━━ THE RECORDS

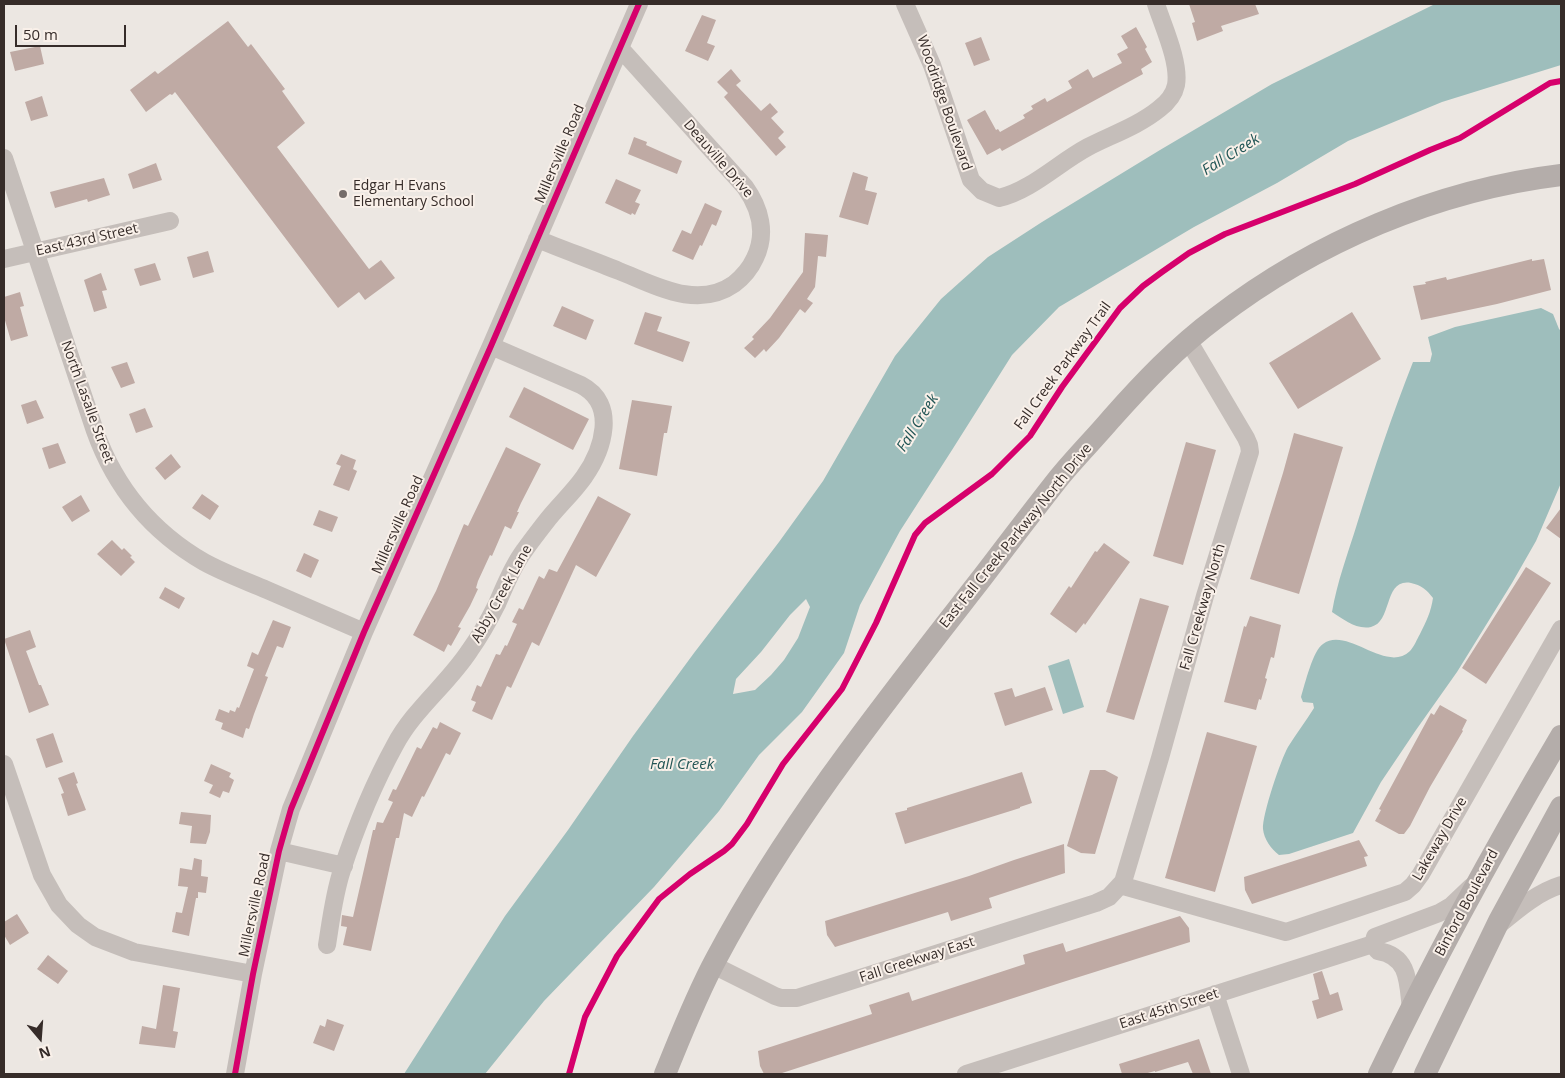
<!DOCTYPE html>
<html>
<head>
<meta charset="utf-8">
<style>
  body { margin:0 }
  #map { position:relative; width:1565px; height:1078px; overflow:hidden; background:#ece7e2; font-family:"Open Sans",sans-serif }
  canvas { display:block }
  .frame { position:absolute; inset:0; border:5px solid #362c29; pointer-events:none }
  .north { position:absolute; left:15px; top:1013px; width:50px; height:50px; -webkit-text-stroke:4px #f9f0e9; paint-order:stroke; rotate:162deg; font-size:14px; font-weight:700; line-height:20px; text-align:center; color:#362c29 }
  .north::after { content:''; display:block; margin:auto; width:18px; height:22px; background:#362c29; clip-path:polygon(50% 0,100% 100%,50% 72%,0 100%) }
  .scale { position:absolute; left:15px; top:25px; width:111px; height:22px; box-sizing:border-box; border:2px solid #362c29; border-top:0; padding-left:6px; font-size:15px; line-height:18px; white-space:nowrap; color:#362c29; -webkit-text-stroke:4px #f9f0e9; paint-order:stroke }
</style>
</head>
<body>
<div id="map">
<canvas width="1565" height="1078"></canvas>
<div class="frame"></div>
<div class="north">N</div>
<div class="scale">50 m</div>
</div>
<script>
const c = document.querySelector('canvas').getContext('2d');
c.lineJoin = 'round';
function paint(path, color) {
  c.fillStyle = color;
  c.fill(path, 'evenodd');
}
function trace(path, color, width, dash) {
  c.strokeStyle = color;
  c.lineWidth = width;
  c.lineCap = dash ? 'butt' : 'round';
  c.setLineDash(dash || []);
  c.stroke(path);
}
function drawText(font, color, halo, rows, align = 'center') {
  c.font = font + ' "Open Sans",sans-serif';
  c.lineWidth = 4;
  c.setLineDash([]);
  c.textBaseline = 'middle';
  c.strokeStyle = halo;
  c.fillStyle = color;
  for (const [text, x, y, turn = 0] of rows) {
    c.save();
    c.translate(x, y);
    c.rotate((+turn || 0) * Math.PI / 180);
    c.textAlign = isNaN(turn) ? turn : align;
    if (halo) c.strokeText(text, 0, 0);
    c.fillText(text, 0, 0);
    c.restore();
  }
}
paint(new Path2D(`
  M1435,4H1561V65L1442,102L1348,141L1277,183L1194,227L1059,307L1012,355L952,450L900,531L860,605L844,653L802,712L759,755L719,811L654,887L544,1001L485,1074H404L505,916L568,830L633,736L694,653L779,542L823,481L895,356L941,299L988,257L1042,222L1160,150L1272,84ZM806,599L810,607L798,638L784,660L771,675L755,690L733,694L736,679L761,652L790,615Z
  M1541,308L1553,314L1559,329L1561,331V483L1536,541L1512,583L1457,672L1416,730L1381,782L1353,833L1289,854L1279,855C1271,849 1264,839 1263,829C1262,815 1281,759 1288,747C1296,734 1306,721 1314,708L1313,703L1303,702L1301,697C1305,684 1313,650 1323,644C1347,626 1386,674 1410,651C1414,647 1417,639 1420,634C1426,622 1431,612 1433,598C1427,590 1421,585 1411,583C1383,578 1393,622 1371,627C1356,630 1343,619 1332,612C1337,582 1348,553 1357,524C1374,469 1392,415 1413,362H1430L1432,354L1428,337L1455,327Z
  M1069,659L1084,707L1063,714L1048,666Z`), '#9ebebc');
paint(new Path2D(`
  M1189,4H1255L1259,14L1221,26L1223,31L1197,41L1192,23L1195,22Z
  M702,15L716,20L707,43L715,46L708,61L685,51Z
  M228,21L248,47L251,44L285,89L282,91L305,123L277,147L369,269L381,260L395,278L365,300L359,292L338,308L175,92L172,95L170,94L146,112L130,90L155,71L158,74Z
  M1136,27L1147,47L1145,49L1152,62L1141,69L1143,74L1002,151L1000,148L987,155L967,120L985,110L996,130L998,129L1000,132L1025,118L1023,115L1033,109L1031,106L1045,98L1047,102L1072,88L1068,81L1088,69L1093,78L1122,63L1117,54L1128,48L1121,36Z
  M981,37L990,60L974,66L965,43Z
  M40,46L44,64L15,71L10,52Z
  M731,69L741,81L736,85L761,111L770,103L778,112L771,118L784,132L778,138L786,147L776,156L724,97L728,93L717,82Z
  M42,96L48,116L31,121L25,102Z
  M634,137L647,142L646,145L682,161L677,174L628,154Z
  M156,163L162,180L133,189L128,174Z
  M853,172L868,177L865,190L877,193L868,225L839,217Z
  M104,178L110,195L94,200L88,202L87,199L55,208L50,192Z
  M616,179L641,190L635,202L640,204L635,215L632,213L631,215L605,203Z
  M705,203L722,211L716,226L712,224L702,246L700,245L693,260L672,251L682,230L691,234Z
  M805,233L828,235L826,257L818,256L815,287L807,299L813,303L805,313L800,309L779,338L766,352L764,349L755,358L744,348L754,339L752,337L770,318L803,272Z
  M208,251L214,272L193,278L187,257Z
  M1532,259V261L1544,259L1551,290L1497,304L1421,320L1413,286L1426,284L1425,282L1446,277L1447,280Z
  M155,263L161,280L140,286L134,269Z
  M101,273L107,290L102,291L107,308L94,312L84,280Z
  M20,292L24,306L20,307L28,336L11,341L4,317V297Z
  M562,306L594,320L586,340L553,326Z
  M645,312L662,317L657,331L690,342L683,362L634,344Z
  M1352,312L1381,359L1298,409L1269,363Z
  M127,362L135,383L121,388L111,367Z
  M524,387L589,419L573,450L509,417Z
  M36,400L44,418L27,424L21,405Z
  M632,400L672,406L667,433H664L657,476L619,469Z
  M145,408L153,427L136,433L129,414Z
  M1294,433L1343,447L1299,594L1250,579L1283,473Z
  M1186,442L1216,450L1183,565L1153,556Z
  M58,443L66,463L49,469L42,448Z
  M506,447L541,464L521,503L517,512H519L511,529L505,526L492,556L490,555L478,581L476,588L478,589L470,606L458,627L461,628L451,646L448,644L444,652L413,635L436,591L464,524L468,526Z
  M171,454L181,467L165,480L155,468Z
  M341,454L356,460L353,469L357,471L349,491L333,485L341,466L336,464Z
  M202,494L219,506L210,520L192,508Z
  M81,495L90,511L72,522L62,507Z
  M598,496L631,514L596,577L576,565L539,646L532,642L511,688L507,686L492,720L472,711L476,702L471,700L477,685L481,687L496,654L500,655L505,645L507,646L517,624L512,622L519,608L523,610L539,576L544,579L549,569L557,572Z
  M1561,508V539L1546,528Z
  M319,510L338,517L332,532L313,525Z
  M112,540L122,550L124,548L132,556L130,557L135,562L121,576L97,554Z
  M1104,543L1130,562L1085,625L1084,623L1076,633L1050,614L1069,586L1071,588L1095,551L1097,552Z
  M304,553L319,560L311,578L296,571Z
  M1526,567L1551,583L1486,684L1462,668Z
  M165,587L185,598L179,609L159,598Z
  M1140,598L1169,606L1134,720L1106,712Z
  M1250,616L1281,625L1274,658L1271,657L1265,678L1267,679L1261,700L1259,699L1256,710L1224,702L1244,626L1246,627Z
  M273,620L291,627L283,648L277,646L265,676L268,677L254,714L249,729L246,728L243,738L221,729L223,723L215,720L219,709L229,713L230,710L235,712L237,707L239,708L254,669L247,666L252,652L258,655Z
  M30,630L36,647L26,651L39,685H41L49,705L29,713L4,639Z
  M1045,687L1053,710L1005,726L994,693L1012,688L1015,697Z
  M1440,705L1467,720L1462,730L1463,731L1430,787L1410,826L1404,834H1399L1375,821L1381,810L1379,809L1431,713L1434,715Z
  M440,722L461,733L450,755L446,753L424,797L422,796L412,817L404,813L399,838H396L371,951L343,945L347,927L341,926L342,915L353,917L373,830H375L377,822L383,823L393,802L388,800L393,789L396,790L417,747L421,749L433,727L437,729Z
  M1207,732L1257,746L1215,892L1165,878Z
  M53,733L63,762L46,768L36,739Z
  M211,764L231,773L229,777L234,780L229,793L223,791L220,798L209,793L213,785L204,781Z
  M1090,770H1105L1118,777L1095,854L1081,853L1067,846Z
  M74,772L78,783L76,784L86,810L68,816L61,794L64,793L58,778Z
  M1022,772L1032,803L1020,807V808L905,844L895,813L907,810V808Z
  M181,812L211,815L210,832L206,844L190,843L192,826L179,824Z
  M1359,840L1368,856L1364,857L1367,866L1252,904L1245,890L1244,877Z
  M1064,844L1065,873L989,898L992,908L951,921L948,912L835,947L827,935L825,921L969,876L1014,860Z
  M194,858L202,860L201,876L208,877L206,893L198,892V898H196L189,936L172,932L176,912L182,913L188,887L178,886L180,868L192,870Z
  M17,914L29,933L10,945L4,935V922Z
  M1180,916L1189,928L1190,942L1063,982L779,1074H764L760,1066L758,1051L872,1014L869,1005L909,992L912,1001L1025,964L1023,955L1046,948L1063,943L1066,952Z
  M48,955L68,971L58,984L37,969Z
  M1322,971L1330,995L1338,992L1343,1010L1317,1019L1312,1001L1319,999L1313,974Z
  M163,985L180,988L173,1031L178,1032L175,1048L139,1044L142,1026L156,1029Z
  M327,1019L344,1025L334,1051L313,1043L320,1025L325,1027Z
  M1199,1039L1211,1074H1193L1188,1062L1155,1072V1071L1144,1074H1122L1119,1064Z`), '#bfaaa4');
trace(new Path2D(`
  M905,4L932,65L971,180L982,191L999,198C1032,190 1058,163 1088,147C1111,135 1138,126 1159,109C1167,103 1174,95 1176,85C1180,62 1163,26 1156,4
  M4,158L95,431C115,487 152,532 204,562C224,573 246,581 267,590C299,604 332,618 364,632
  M537,239C564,250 592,260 619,271C655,285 697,310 734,284C743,277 750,269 755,258C767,233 760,208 745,187L620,48
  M4,259L170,221
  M4,764L42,875L59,905L78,925L95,937L134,952L253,974
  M279,851L344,866
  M1120,885L1286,932L1405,892L1413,885L1421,874L1561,629
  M1500,924C1518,909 1538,892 1561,885
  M1373,944L1375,937L1439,913L1451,906L1471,887
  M1373,944L1378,951C1410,956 1408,984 1411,1010
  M327,945C331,920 334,894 342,870C356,827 373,785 395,745C414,709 448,684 470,650C480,636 489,620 497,604C505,586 512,567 524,551C531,541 538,532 545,523C557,507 572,494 584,477C603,450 618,404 581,385L491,346
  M713,965L775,996L781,998H797L1096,903L1109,897L1123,882L1160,758L1205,596L1250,452L1249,445L1246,438L1188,340
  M1215,994L1241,1074
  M235,1074L253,974L279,851L291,809L364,632L491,346L639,4
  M966,1074L1373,944`), '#c5beba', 18);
trace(new Path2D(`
  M665,1074C681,1035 696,996 716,959C789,822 886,701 981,579C1007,545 1032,512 1058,479C1075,458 1094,439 1111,419C1143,383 1177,347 1216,318C1315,242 1437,190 1561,175
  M1379,1074C1434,959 1496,846 1561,736
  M1425,1074L1499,921L1561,807`), '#b4adaa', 22);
trace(new Path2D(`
  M235,1074L253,974L279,851L291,809L364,632L491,346L639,4
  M569,1074L585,1017L617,956L659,899L690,874L724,851L732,844L747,824L783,764L842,689L876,623L915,535L925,523L992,474L1030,436L1062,387L1120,308L1143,286L1162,272L1189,253L1225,234L1355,184L1430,150L1460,138L1550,83L1561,81`), '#d6006c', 6);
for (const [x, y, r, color] of [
  [343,194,5,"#766d6a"]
]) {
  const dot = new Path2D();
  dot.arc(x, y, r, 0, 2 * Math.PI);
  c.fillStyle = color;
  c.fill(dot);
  trace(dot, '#f9f0e9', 2);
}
drawText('14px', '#362c29', '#f9f0e9', [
  ["Woodridge Boulevard",944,103,71],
  ["Millersville Road",560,154,-67],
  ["Deauville Drive",718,159,49],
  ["East 43rd Street",87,240,-13],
  ["Fall Creek Parkway Trail",1063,366,-54],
  ["North Lasalle Street",87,402,70],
  ["Millersville Road",398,525,-66],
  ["East Fall Creek Parkway North Drive",1016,536,-51],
  ["Abby Creek Lane",502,594,-61],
  ["Fall Creekway North",1203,607,-74],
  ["Lakeway Drive",1440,839,-60],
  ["Binford Boulevard",1467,903,-62],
  ["Millersville Road",255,905,-78],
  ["Fall Creekway East",917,960,-18],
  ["East 45th Street",1169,1009,-18]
]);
drawText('14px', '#362c29', '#f9f0e9', [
  ["Edgar H Evans",353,186],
  ["Elementary School",353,202]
], 'left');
drawText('italic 15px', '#215555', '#f9f0e9', [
  ["Fall Creek",1231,155,-32],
  ["Fall Creek",918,423,-58],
  ["Fall Creek",682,765]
]);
</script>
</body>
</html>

━━━━

* **YOUR TASK**
Please give the number of lines in the data above that contain the word "Math", with nothing else.

* **RESULT**
2